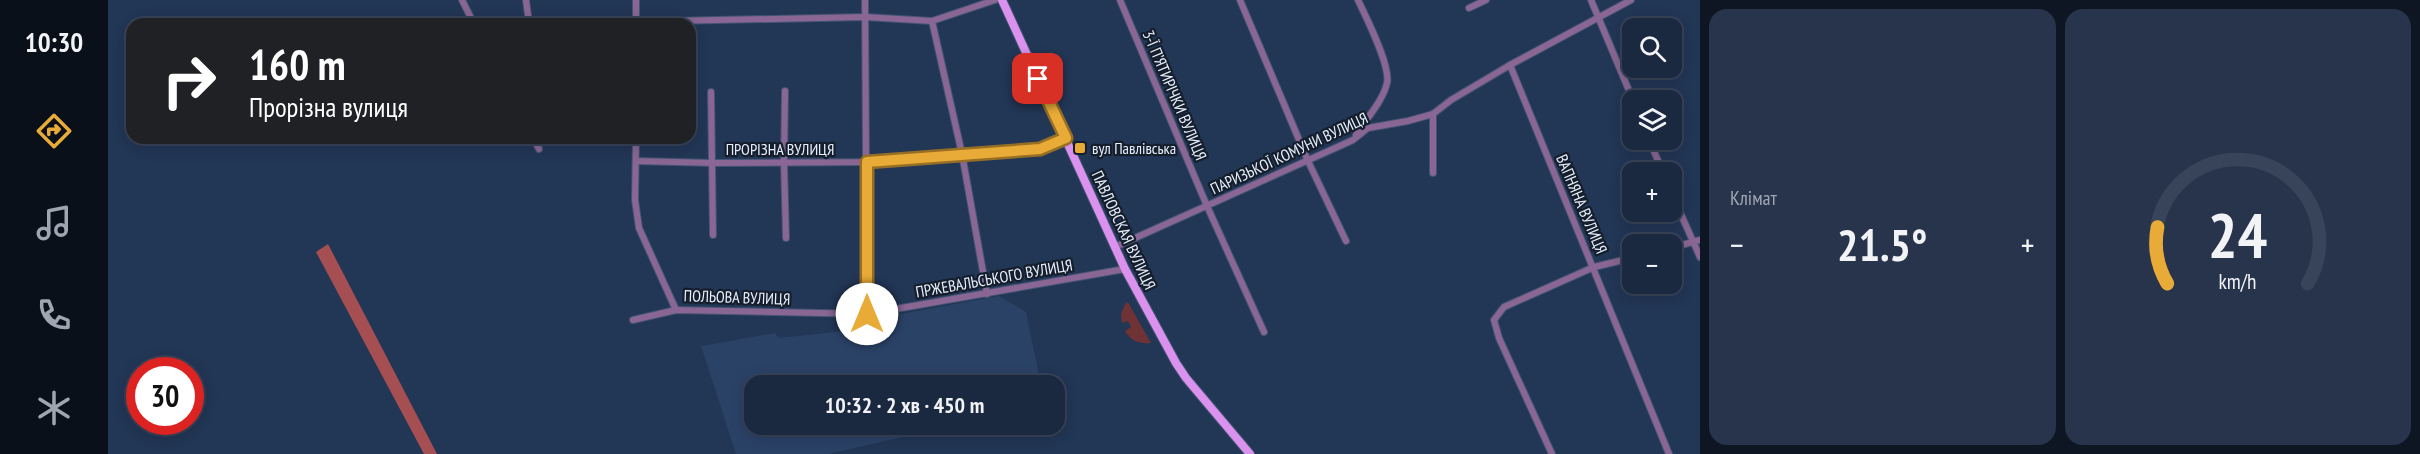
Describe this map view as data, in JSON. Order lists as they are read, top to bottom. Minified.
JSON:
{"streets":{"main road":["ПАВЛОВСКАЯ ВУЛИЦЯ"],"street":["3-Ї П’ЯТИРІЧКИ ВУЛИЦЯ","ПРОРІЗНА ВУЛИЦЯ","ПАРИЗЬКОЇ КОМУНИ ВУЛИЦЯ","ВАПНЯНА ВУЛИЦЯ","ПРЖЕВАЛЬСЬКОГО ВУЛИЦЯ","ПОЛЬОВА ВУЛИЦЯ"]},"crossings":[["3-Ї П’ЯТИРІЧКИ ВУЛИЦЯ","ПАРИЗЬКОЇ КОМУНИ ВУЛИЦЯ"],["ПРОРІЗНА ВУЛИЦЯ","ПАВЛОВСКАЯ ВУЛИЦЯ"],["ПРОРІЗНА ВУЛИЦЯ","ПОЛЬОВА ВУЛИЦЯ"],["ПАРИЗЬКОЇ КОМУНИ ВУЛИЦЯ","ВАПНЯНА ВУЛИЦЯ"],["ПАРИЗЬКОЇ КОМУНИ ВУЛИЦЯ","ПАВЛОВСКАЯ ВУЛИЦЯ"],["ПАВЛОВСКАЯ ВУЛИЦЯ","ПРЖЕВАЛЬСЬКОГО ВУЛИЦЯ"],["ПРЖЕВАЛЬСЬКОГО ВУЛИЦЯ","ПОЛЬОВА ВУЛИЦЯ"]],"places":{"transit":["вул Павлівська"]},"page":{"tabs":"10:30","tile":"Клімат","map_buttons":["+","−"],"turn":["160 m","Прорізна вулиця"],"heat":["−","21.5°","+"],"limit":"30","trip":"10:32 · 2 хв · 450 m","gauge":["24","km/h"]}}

...

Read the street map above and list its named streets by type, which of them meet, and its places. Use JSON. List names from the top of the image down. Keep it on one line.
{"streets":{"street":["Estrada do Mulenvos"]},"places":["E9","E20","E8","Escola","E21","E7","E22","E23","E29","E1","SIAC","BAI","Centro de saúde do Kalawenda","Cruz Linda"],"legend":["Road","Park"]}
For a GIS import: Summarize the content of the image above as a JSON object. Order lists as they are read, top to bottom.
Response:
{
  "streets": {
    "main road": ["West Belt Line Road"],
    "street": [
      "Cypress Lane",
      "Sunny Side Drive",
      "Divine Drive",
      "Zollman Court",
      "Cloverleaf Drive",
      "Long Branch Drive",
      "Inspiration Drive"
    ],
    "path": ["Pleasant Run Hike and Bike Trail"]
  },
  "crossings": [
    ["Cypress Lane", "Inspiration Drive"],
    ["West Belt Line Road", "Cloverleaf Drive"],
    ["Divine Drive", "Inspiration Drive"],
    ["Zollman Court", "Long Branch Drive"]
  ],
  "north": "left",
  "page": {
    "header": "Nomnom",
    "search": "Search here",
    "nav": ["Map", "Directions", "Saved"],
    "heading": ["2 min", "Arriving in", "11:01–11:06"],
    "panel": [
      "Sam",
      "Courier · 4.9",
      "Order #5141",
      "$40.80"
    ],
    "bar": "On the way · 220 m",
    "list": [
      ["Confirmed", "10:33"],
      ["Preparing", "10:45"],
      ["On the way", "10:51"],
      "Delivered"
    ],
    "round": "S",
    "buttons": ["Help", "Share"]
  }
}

---

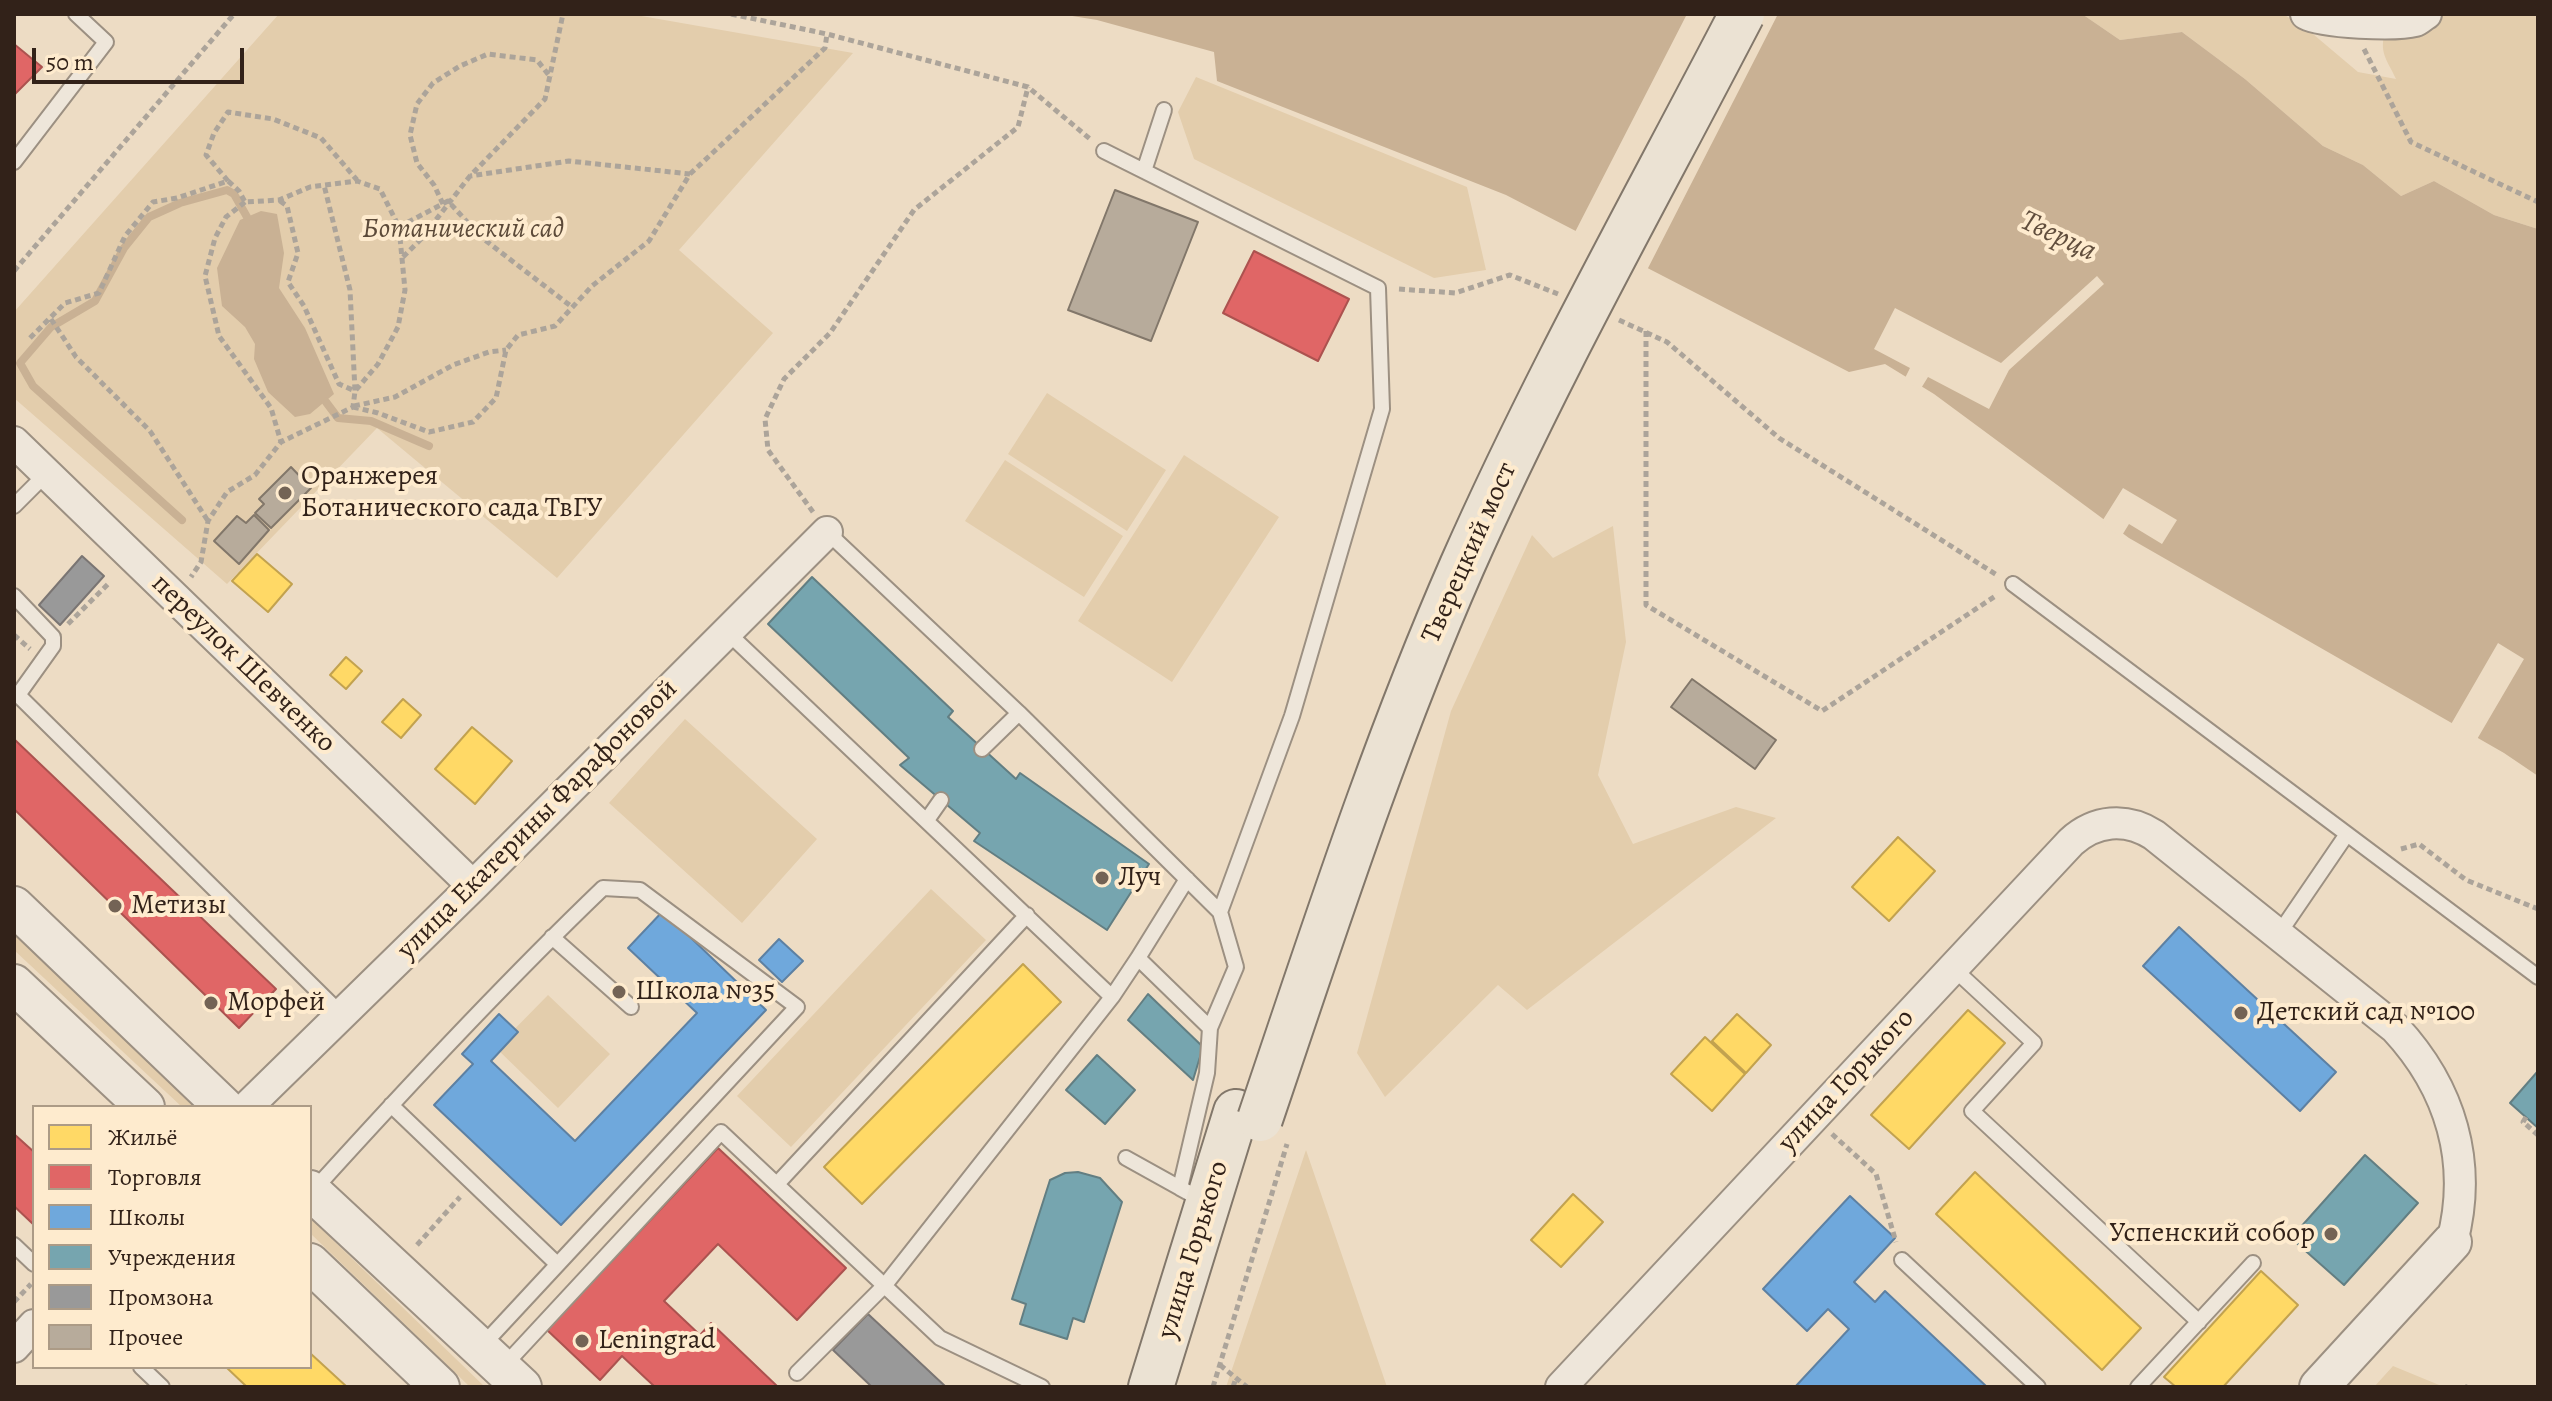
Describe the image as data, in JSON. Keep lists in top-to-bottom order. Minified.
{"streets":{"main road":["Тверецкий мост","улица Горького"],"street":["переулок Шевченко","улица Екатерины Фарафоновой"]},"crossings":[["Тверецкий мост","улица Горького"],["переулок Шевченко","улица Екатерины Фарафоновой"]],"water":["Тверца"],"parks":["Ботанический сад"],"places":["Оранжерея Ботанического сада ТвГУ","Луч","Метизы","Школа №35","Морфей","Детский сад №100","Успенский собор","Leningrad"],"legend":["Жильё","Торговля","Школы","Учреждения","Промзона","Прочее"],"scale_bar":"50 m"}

- _Assignment_:
Filter the entries and copy out every line with the word "they".

- _Result of the task_:
Describe this map view as data, in JSON. Order lists as they are read, top to bottom. Minified.
For a GIS import: Summarize the content of the image above as a JSON object. Order lists as they are read, top to bottom.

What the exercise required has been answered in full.